Notes

19500904 0000 23sn

  

The forty-two men of the 2d Platoon, B Company, 23d Infantry, led by 1st Lt. William M. Glasgow held outpost positions on seven hills covering a 2,600-yard front along the east bank of the Naktong north of Pugong-ni.

 Across the river in the rice paddies they could see, in the afternoon of 31 August, two large groups of enemy soldiers. Occasionally artillery fire dispersed them. Just before dusk turned to darkness, Glasgow and the men in his 1st Squad saw "a large and bizarre torchlight parade" come out of the hills and proceed toward the river. Glasgow immediately reported the spectacle to the battalion command post. The artillery forward observer, who estimated the crowd to number 2,000 people, thought they were refugees. When the matter was referred to Colonel Freeman, he immediately ordered the artillery to fire on the torchbearers. With each bursting shell some of the torches disappeared but others took their places and the procession continued unchecked toward the river bank.  [23-28]

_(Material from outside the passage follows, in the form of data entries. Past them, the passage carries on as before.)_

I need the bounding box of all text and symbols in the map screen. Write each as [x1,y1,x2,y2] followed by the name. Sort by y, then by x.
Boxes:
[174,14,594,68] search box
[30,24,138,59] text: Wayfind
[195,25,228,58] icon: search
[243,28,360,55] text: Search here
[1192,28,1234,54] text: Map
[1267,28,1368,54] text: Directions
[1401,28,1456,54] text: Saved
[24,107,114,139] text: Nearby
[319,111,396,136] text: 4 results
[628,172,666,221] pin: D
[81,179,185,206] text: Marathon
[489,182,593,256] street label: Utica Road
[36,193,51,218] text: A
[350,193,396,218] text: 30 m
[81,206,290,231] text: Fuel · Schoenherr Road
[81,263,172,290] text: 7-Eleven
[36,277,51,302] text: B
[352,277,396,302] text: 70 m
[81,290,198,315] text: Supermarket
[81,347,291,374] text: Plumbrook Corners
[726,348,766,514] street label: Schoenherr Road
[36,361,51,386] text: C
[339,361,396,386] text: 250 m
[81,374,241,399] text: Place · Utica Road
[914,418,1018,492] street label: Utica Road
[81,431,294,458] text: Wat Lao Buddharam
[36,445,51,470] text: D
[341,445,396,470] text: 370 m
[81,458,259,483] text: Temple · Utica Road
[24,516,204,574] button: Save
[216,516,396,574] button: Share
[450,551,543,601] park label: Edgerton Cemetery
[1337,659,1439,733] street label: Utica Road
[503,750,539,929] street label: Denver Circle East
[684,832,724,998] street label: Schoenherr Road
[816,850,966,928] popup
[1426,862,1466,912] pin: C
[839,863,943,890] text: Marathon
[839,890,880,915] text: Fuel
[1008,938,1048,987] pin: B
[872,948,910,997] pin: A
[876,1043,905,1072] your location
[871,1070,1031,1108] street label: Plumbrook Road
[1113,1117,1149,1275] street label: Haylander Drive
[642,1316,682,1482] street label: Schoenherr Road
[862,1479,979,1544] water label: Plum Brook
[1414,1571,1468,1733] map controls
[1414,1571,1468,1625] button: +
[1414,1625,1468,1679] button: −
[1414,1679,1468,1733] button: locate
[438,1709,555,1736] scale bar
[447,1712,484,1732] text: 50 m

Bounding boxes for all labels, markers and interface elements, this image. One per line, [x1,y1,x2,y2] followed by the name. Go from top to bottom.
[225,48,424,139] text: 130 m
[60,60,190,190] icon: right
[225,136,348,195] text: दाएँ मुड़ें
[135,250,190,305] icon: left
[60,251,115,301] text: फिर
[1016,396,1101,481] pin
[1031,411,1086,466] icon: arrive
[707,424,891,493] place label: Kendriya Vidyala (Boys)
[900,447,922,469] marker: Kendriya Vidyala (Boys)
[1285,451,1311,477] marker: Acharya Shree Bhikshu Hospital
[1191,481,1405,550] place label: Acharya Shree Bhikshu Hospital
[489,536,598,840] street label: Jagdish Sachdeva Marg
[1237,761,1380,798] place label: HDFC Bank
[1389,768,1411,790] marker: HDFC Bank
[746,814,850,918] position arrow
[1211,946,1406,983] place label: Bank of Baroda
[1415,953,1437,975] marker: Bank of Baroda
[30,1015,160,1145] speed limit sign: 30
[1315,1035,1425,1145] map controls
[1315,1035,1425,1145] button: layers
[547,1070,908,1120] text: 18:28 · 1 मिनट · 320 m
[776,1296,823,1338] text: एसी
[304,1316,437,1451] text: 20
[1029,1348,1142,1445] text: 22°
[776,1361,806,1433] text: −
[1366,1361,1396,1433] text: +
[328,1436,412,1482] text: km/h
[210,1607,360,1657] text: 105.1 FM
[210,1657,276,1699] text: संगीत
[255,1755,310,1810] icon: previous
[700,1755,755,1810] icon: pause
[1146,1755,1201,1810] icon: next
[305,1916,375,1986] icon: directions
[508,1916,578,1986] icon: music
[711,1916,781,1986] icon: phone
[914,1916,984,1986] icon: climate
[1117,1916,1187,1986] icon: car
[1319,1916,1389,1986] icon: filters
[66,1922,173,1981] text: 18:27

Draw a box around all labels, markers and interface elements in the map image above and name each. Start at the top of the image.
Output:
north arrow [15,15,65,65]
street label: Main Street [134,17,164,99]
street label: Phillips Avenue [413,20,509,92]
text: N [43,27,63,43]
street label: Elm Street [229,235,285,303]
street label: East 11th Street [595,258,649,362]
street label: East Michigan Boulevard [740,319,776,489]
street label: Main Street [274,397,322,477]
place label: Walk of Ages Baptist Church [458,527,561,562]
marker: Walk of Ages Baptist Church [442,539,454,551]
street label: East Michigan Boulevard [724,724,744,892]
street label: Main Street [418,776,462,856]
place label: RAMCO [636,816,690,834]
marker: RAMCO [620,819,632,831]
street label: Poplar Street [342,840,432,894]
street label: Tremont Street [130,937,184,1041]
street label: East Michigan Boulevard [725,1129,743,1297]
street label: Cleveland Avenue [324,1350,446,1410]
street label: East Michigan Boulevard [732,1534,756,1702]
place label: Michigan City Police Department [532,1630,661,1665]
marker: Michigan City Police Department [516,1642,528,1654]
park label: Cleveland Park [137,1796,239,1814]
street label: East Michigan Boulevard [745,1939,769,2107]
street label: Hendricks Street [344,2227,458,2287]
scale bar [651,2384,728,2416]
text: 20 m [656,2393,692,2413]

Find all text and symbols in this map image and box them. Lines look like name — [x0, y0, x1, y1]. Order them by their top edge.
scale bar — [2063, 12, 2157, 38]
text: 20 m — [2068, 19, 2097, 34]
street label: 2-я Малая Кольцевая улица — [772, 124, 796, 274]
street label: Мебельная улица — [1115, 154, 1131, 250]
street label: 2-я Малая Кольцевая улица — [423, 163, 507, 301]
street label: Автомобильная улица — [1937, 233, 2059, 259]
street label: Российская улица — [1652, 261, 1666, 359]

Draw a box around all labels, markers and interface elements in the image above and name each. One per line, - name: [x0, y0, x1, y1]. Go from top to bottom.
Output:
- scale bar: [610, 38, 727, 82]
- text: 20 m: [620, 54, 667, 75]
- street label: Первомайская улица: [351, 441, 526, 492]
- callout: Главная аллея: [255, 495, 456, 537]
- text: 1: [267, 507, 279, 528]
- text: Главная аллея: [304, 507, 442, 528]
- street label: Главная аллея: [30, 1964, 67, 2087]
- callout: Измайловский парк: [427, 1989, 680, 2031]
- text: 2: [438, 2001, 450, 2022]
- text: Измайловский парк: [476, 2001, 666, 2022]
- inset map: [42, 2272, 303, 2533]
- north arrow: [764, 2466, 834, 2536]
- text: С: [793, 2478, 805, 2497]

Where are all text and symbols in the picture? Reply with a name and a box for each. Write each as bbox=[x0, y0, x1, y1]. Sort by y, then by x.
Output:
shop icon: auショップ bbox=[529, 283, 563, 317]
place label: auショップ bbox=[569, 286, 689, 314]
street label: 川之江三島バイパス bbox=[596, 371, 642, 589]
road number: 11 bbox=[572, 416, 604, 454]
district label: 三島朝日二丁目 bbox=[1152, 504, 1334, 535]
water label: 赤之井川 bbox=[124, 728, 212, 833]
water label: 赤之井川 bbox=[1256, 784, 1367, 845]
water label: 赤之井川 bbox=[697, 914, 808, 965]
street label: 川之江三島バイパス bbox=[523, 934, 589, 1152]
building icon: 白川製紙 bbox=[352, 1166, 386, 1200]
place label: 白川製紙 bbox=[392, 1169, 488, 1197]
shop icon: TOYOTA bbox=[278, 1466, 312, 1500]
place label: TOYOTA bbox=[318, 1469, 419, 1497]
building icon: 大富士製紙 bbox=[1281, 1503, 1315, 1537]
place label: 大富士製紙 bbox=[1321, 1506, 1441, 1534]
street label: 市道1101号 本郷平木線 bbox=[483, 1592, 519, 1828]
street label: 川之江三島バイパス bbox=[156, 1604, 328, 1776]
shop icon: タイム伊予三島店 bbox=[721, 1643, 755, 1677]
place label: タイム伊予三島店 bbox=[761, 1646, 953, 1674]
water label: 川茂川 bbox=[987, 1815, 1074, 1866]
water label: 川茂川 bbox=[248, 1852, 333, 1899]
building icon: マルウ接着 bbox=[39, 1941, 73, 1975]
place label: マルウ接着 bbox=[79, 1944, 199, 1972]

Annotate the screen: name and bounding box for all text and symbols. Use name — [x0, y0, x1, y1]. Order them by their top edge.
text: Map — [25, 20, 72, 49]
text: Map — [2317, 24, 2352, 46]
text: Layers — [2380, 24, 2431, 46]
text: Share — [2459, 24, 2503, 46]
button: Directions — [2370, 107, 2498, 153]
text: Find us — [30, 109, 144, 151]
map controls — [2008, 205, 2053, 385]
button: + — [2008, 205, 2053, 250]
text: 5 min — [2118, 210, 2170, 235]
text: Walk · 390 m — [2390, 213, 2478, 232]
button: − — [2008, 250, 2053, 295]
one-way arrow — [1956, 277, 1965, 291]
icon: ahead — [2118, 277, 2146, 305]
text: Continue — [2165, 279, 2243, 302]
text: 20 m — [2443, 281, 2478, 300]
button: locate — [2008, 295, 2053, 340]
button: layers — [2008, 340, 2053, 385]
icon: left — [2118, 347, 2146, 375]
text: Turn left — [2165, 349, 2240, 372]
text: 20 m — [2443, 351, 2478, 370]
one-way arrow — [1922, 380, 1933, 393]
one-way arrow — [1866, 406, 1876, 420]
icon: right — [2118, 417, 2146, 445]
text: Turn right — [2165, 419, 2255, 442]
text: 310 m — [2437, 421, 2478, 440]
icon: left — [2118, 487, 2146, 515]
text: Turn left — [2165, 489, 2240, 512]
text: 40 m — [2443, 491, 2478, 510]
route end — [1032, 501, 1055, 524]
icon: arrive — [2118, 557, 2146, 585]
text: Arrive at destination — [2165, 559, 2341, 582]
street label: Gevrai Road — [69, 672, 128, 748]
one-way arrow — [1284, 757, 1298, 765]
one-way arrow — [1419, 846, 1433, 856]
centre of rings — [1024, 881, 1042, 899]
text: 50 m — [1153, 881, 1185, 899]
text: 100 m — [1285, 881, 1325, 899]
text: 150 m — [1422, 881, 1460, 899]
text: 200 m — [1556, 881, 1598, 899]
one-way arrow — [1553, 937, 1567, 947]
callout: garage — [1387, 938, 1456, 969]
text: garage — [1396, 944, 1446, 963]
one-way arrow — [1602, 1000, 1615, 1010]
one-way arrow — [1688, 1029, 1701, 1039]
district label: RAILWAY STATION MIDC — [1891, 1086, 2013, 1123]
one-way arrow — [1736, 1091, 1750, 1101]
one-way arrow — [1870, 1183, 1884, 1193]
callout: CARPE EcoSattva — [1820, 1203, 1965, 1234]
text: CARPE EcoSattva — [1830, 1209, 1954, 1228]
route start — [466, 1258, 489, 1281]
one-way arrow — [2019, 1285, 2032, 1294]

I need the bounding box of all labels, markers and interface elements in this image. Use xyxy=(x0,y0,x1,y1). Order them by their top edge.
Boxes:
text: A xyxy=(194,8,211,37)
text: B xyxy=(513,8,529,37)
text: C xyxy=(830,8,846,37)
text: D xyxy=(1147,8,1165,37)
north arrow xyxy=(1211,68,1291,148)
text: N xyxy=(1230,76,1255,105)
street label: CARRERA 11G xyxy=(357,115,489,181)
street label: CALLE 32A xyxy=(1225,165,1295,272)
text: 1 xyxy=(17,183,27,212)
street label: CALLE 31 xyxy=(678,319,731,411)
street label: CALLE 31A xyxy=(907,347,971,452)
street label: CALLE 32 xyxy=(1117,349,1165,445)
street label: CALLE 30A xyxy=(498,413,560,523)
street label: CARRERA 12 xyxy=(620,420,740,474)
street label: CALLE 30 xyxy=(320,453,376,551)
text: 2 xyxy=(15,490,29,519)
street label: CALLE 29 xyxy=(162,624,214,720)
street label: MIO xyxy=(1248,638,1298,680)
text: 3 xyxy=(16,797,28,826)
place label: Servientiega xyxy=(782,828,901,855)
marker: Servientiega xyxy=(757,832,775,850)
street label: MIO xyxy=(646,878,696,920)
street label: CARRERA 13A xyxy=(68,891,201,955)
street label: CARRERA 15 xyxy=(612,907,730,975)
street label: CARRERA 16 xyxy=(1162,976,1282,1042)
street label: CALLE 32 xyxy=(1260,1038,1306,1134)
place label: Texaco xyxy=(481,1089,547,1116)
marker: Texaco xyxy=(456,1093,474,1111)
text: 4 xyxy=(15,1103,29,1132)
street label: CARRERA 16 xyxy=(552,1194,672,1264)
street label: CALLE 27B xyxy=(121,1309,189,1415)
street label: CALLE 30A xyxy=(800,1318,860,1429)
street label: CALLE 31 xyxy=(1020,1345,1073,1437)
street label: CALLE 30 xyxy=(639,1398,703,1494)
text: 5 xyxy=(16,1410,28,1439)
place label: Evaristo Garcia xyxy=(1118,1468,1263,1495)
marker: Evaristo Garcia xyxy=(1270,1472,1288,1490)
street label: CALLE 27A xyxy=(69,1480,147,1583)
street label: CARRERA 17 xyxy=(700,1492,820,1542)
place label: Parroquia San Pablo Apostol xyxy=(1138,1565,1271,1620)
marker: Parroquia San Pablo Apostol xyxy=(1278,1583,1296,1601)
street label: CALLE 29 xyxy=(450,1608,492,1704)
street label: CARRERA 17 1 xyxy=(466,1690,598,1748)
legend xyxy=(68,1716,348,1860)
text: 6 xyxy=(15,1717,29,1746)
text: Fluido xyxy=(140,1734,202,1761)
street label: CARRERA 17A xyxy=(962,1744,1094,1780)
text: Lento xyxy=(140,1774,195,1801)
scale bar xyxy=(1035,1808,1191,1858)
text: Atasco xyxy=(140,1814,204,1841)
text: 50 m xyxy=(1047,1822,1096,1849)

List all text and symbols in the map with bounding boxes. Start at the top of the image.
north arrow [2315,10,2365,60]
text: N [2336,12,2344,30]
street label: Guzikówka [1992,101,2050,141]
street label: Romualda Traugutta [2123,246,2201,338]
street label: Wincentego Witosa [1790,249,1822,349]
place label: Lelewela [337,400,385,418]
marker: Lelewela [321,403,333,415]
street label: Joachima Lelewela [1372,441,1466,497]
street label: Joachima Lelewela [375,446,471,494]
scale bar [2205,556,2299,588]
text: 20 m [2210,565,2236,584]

At 2100 the first shells of what proved to be a two-hour enemy artillery and mortar preparation against the American river positions jarred the fascinated Glasgow and his companions from their absorbed contemplation of the torchlight scene. As the enemy barrage rolled on, North Korean infantry crossed the river and climbed the hills in the darkness under cover of its fire.

At 2300 the barrage lifted. A green flare signaled the North Korean assault. A few minutes later enemy grenades showered into Glasgow's position. After a short fight at close quarters, Glasgow and his men ran off the hill toward the rear. Similar assaults took place elsewhere along the battalion outpost line.

On the regimental left along the main Pugong-ni-Ch'angnyŏng road enemy soldiers completely overran C Company by 0300, 1 September. Capt. Cyril S. Bartholdi, the company commander, and most of his men were lost.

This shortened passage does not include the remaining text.